-- Opening Marker --

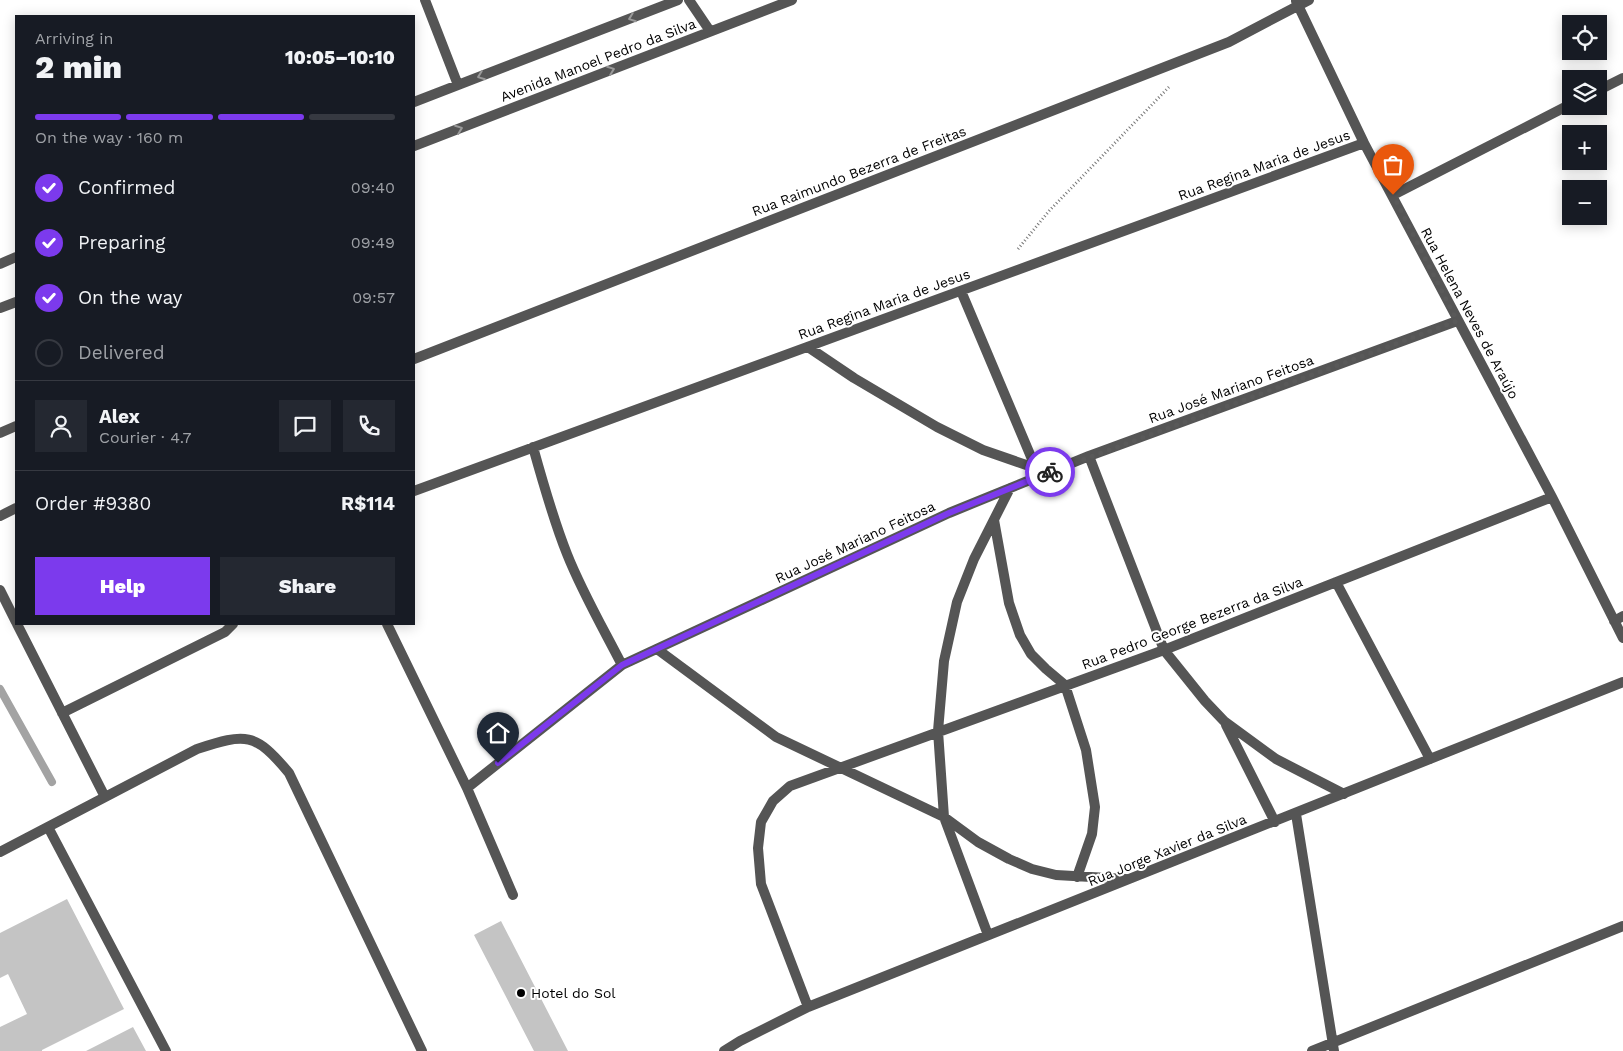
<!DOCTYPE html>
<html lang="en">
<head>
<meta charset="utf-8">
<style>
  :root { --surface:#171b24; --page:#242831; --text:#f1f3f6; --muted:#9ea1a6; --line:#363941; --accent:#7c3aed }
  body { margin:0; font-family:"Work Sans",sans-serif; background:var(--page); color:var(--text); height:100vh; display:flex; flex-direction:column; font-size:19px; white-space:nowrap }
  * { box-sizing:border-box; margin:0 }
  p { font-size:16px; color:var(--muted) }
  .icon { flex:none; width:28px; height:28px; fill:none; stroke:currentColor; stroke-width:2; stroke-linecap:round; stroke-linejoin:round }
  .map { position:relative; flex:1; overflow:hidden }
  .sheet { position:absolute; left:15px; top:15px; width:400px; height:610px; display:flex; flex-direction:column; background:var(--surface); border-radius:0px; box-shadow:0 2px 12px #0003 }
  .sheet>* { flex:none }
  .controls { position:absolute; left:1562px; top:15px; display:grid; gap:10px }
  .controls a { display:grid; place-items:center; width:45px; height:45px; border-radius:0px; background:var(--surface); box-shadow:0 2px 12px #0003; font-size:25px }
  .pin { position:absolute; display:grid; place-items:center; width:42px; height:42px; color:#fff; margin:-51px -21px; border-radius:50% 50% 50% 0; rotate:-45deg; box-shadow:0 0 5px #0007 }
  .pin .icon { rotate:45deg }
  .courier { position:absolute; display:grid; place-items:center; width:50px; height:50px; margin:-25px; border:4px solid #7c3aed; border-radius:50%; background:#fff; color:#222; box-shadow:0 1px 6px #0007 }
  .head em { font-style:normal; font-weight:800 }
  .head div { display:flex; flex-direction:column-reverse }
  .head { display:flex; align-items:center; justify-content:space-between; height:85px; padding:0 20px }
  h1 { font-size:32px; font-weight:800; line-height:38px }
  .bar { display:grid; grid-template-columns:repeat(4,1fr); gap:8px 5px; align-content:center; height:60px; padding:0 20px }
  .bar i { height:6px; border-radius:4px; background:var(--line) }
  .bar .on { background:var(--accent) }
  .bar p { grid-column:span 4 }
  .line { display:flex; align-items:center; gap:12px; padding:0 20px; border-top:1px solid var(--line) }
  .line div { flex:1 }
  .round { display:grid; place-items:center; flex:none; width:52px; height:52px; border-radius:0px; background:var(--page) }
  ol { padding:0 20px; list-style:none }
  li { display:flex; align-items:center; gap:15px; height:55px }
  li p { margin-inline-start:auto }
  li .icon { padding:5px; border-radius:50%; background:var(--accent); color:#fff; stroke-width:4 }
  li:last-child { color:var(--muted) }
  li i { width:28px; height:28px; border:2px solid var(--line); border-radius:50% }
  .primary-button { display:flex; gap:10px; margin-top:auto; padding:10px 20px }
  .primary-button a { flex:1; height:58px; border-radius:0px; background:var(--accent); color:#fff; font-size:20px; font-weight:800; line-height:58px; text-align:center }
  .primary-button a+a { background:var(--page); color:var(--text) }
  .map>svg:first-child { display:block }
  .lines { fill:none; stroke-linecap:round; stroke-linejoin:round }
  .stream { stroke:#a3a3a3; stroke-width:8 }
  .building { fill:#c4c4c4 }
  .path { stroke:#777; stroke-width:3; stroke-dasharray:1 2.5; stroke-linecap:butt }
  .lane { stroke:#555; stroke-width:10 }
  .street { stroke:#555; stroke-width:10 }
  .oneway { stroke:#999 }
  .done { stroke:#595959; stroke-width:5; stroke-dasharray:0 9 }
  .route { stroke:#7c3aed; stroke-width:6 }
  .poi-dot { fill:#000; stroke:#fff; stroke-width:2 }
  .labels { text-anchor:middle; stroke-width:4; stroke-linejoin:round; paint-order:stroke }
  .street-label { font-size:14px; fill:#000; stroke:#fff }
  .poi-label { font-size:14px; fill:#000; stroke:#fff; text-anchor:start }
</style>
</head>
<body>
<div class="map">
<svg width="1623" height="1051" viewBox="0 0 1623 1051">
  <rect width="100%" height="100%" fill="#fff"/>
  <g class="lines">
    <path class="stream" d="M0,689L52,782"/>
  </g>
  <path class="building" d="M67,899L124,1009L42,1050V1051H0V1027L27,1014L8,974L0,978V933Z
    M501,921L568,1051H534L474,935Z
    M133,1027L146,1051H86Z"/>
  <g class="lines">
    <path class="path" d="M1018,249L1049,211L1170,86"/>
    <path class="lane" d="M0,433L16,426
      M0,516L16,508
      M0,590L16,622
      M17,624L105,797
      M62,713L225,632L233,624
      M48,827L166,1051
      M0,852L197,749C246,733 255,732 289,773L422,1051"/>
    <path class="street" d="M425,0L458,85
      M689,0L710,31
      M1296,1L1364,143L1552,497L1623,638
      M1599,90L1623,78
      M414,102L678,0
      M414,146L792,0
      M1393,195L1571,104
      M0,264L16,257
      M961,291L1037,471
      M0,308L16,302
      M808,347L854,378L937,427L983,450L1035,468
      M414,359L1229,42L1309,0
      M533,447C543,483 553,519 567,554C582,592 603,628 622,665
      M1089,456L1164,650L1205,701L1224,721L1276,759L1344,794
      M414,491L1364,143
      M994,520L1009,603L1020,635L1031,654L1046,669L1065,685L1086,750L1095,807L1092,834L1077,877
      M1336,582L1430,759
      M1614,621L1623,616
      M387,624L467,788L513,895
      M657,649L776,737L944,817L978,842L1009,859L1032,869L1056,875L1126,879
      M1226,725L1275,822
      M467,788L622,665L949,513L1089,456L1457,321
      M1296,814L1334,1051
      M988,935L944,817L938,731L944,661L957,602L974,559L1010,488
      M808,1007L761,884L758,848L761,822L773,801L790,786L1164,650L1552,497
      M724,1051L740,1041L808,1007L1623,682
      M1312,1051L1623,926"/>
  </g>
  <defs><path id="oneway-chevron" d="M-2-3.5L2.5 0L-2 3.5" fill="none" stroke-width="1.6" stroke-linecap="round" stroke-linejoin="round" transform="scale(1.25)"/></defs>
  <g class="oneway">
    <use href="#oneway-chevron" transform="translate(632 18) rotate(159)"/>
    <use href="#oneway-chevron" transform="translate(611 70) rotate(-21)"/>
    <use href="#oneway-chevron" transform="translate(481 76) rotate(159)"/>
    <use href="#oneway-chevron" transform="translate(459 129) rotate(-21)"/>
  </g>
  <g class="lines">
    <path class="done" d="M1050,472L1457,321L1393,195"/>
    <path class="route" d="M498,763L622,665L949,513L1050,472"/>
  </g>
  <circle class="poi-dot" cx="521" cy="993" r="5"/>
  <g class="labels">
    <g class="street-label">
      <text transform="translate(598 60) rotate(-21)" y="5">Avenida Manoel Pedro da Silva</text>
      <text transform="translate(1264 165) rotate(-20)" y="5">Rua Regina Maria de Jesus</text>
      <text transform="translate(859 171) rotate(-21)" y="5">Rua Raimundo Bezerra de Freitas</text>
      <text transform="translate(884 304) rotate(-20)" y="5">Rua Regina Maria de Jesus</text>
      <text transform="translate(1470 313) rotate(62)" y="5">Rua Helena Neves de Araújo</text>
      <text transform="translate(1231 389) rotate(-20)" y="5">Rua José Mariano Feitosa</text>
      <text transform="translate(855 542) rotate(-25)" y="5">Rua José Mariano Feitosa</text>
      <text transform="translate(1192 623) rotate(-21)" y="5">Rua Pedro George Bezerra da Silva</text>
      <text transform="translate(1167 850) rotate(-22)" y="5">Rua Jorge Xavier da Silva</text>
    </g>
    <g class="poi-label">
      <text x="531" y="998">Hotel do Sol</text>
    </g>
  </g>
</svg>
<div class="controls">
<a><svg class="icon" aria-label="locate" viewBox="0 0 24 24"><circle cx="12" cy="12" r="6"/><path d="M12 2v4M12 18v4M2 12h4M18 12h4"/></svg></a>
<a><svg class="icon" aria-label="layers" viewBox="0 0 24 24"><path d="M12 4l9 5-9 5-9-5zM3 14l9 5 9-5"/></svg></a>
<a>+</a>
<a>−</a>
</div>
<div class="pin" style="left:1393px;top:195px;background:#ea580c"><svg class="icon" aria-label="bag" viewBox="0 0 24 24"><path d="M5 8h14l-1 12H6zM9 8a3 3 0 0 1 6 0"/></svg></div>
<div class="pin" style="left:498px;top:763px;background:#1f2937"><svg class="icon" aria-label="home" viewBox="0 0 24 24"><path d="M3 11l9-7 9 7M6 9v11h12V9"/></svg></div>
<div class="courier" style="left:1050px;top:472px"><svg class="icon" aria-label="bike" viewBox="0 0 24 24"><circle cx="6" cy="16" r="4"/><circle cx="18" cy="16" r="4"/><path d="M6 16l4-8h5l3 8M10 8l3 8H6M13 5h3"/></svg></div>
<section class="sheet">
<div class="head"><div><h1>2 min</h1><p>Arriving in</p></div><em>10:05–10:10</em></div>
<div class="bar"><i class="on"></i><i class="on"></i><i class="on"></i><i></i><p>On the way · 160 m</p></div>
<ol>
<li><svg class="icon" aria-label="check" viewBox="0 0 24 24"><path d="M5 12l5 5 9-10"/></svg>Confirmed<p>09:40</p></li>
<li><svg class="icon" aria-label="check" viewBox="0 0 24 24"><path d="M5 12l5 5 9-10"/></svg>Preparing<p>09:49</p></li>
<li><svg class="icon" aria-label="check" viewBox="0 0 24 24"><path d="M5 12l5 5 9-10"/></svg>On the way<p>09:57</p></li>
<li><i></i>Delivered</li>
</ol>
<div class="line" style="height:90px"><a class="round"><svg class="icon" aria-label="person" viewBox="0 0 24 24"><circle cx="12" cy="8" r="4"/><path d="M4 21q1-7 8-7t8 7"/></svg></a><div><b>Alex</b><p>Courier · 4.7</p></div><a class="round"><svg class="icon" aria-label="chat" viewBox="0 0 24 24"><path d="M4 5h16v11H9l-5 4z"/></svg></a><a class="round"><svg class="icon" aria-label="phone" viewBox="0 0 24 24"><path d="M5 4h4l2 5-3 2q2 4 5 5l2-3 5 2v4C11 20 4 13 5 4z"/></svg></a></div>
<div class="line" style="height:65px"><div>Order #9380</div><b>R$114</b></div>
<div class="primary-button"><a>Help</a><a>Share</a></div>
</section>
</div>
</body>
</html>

-- Closing Marker --

:: Work to be completed ::
Which lines in the records above contain the string "building"? Copy each one.

:: Result of this exercise ::
  .building { fill:#c4c4c4 }
  <path class="building" d="M67,899L124,1009L42,1050V1051H0V1027L27,1014L8,974L0,978V933Z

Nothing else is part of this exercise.